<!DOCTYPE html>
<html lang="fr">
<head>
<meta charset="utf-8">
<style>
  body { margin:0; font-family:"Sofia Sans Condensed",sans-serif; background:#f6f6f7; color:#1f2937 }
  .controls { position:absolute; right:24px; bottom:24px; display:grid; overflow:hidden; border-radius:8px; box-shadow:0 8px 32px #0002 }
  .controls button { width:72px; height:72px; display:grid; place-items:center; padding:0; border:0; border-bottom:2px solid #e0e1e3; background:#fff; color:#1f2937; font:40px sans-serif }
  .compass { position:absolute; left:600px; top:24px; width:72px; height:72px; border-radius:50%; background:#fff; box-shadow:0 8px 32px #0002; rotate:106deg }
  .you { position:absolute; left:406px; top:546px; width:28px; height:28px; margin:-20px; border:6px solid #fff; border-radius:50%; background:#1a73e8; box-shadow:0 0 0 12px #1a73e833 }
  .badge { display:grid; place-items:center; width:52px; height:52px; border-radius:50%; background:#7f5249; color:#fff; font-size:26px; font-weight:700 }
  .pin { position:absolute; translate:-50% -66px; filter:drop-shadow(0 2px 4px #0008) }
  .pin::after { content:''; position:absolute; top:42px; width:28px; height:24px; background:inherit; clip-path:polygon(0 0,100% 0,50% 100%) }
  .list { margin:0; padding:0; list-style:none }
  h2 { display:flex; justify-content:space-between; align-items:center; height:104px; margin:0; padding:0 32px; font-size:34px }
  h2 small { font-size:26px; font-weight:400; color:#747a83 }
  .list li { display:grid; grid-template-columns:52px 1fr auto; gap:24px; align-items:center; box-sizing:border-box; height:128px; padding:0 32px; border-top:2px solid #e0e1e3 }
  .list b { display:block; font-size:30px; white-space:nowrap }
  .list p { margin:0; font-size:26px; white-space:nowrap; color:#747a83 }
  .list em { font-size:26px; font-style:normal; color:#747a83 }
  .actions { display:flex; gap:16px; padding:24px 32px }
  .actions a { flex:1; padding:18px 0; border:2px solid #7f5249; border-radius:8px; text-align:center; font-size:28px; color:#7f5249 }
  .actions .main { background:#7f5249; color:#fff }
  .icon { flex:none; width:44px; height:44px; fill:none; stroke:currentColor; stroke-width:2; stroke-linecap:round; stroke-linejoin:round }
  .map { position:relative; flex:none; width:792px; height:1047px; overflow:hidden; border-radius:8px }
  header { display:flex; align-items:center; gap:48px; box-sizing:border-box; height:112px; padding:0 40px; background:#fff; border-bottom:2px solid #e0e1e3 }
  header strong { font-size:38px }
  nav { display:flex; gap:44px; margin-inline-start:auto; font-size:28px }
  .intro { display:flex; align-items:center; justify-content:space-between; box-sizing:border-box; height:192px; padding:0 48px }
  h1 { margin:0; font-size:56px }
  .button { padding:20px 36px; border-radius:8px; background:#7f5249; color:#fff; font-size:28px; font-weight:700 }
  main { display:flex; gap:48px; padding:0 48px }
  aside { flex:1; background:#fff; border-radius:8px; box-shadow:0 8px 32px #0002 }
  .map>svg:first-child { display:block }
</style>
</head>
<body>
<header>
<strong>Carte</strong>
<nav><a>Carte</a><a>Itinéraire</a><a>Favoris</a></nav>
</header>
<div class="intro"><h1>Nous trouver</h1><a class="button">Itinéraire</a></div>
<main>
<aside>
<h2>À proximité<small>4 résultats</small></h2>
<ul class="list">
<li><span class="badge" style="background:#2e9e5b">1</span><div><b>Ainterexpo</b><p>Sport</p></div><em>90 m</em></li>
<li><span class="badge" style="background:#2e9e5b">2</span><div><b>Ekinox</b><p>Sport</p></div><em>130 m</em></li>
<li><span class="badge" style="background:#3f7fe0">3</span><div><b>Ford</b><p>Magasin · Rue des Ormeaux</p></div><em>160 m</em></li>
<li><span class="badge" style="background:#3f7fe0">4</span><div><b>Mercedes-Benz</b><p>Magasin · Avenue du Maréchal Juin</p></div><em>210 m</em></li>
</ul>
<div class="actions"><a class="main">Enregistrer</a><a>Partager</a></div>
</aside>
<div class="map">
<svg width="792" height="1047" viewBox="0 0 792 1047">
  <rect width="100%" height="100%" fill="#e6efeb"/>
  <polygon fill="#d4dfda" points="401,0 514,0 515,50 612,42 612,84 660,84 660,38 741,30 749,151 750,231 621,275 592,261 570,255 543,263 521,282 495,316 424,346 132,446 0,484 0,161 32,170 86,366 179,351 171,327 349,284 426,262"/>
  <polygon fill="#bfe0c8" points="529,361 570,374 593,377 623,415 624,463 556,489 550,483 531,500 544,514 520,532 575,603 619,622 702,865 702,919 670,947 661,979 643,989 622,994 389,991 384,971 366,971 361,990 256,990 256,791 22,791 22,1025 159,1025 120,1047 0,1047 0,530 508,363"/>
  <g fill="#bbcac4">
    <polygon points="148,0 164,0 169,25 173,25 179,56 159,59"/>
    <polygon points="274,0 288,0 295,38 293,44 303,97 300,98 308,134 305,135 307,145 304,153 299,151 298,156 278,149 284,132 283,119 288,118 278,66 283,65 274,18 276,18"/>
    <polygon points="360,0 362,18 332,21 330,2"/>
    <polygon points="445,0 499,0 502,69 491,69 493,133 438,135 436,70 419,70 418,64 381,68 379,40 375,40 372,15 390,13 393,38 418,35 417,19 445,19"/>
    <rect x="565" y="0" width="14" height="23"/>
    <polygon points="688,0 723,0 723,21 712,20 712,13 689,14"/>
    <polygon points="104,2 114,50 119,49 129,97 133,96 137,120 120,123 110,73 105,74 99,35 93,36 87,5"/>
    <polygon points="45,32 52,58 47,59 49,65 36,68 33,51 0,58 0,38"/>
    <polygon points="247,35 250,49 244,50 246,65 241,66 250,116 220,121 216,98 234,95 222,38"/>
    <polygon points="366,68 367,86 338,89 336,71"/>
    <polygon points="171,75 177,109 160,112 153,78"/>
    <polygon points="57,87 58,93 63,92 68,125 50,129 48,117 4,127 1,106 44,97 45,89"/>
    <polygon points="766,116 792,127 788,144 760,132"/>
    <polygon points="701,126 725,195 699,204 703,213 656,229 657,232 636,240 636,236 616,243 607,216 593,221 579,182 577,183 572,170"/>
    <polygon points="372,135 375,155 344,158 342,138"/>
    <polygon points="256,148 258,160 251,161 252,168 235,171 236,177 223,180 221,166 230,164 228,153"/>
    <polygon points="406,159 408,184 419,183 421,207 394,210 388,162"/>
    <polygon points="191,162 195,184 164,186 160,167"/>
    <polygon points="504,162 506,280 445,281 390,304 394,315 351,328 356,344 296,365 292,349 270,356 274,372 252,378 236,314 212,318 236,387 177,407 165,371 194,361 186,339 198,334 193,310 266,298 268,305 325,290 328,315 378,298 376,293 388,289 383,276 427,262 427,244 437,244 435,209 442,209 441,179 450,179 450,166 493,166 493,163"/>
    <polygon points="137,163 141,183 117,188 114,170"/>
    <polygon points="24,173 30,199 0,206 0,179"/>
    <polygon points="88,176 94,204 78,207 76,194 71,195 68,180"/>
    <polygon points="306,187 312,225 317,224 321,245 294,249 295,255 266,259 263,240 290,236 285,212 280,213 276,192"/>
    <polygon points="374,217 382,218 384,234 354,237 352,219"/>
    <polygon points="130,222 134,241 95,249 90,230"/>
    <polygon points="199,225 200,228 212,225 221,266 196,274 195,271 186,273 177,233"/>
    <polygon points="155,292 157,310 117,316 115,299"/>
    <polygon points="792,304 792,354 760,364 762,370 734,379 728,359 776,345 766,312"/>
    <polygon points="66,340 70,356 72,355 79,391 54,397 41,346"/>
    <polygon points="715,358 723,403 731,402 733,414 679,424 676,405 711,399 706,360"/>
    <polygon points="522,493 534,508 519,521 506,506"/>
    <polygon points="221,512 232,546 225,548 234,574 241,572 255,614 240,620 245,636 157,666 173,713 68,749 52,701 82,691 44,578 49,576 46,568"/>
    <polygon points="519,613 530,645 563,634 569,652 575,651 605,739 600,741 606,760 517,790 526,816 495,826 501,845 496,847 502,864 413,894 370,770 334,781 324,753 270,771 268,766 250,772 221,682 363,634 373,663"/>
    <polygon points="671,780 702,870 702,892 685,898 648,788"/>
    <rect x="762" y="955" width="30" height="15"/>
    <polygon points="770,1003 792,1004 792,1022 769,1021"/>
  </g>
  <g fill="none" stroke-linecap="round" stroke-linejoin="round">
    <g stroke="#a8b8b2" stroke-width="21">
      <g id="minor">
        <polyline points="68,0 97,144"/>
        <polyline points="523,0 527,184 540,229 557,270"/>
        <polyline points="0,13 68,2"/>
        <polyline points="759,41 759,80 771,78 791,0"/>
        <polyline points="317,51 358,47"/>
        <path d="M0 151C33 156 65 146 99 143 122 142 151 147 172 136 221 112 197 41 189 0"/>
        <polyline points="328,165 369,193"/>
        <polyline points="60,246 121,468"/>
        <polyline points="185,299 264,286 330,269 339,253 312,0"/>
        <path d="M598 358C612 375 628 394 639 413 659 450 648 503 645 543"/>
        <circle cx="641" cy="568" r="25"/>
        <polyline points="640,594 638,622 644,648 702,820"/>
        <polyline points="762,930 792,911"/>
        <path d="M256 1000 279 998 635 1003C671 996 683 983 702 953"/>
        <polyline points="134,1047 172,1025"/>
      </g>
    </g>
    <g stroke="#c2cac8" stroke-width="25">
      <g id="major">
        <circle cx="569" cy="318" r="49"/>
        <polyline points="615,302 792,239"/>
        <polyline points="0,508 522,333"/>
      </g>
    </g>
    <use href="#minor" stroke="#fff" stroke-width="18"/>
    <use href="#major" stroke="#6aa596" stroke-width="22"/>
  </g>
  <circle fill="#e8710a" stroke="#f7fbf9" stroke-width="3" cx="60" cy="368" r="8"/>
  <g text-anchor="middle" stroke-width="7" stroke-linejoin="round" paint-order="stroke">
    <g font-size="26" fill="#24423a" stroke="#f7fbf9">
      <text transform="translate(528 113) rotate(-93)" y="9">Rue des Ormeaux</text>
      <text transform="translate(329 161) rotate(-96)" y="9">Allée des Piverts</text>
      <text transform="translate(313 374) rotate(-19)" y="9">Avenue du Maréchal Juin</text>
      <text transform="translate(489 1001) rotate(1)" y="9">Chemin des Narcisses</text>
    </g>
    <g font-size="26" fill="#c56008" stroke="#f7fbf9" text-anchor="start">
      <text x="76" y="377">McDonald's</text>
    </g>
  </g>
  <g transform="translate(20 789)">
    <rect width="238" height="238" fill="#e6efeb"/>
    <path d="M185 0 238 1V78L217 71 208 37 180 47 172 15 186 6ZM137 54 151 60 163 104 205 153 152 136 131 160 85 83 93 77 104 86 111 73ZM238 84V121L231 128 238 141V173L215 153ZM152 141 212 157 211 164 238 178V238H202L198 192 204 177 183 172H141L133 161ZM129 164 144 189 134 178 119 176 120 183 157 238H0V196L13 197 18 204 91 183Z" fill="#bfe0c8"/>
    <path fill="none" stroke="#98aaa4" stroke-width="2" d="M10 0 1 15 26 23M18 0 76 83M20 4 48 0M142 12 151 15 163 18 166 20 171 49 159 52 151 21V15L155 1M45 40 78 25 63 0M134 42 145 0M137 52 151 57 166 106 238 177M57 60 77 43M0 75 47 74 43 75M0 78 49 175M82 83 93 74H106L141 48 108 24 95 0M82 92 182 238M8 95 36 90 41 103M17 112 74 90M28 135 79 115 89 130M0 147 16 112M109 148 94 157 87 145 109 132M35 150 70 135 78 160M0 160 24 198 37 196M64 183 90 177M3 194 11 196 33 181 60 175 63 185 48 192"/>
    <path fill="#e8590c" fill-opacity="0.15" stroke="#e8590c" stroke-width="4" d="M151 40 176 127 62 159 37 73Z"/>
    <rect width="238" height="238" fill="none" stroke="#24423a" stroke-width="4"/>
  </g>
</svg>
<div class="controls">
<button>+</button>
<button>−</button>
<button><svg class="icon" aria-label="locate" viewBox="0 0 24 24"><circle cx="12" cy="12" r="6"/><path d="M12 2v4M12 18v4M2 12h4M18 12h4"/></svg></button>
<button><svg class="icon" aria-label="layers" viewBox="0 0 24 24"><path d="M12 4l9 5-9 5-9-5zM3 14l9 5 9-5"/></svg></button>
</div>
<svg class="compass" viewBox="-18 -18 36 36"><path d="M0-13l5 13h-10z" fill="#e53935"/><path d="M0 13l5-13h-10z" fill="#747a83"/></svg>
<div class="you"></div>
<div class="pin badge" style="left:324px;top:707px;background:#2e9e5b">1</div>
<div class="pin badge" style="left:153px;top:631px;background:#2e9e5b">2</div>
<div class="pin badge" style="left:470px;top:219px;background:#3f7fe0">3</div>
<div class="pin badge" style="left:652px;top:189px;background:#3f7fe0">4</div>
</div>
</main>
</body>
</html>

• **EXERCISE OBJECTIVE**: Give again, word for word, every line of the listing above from the one with "792,354 760,364 762,370" to the one with "232,546 225,548 234,574", both inclusive, and nothing beyond them.

• **OUTPUT FOR THIS TASK**:
    <polygon points="792,304 792,354 760,364 762,370 734,379 728,359 776,345 766,312"/>
    <polygon points="66,340 70,356 72,355 79,391 54,397 41,346"/>
    <polygon points="715,358 723,403 731,402 733,414 679,424 676,405 711,399 706,360"/>
    <polygon points="522,493 534,508 519,521 506,506"/>
    <polygon points="221,512 232,546 225,548 234,574 241,572 255,614 240,620 245,636 157,666 173,713 68,749 52,701 82,691 44,578 49,576 46,568"/>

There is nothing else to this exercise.